§ TASK DESCRIPTION
Please find the lines in the entries below that contain the word "image", and copy each one.

§ THE DATA

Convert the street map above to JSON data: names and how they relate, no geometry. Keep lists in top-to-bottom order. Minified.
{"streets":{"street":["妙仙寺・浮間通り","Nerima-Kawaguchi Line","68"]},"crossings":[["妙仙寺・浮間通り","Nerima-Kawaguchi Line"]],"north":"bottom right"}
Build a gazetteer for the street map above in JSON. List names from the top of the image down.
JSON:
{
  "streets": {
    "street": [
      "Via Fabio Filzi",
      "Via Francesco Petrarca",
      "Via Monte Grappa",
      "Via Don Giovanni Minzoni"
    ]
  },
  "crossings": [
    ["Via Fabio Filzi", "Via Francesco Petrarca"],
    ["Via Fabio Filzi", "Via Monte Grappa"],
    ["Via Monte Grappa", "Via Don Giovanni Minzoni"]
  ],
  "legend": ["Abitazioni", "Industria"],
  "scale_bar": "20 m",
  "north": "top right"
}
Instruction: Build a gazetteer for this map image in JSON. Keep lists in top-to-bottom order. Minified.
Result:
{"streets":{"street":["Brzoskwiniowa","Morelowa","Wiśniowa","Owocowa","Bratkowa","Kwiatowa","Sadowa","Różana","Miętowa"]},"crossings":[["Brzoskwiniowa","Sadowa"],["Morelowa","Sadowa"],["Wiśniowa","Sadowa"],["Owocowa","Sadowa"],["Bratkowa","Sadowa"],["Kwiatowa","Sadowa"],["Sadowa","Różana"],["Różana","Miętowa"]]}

§ RESPONSE TO THIS TASK
Build a gazetteer for the street map above in JSON. List names from the top of the image down.
Instruction: Build a gazetteer for this map image in JSON. Keep lists in top-to-bottom order. Minified.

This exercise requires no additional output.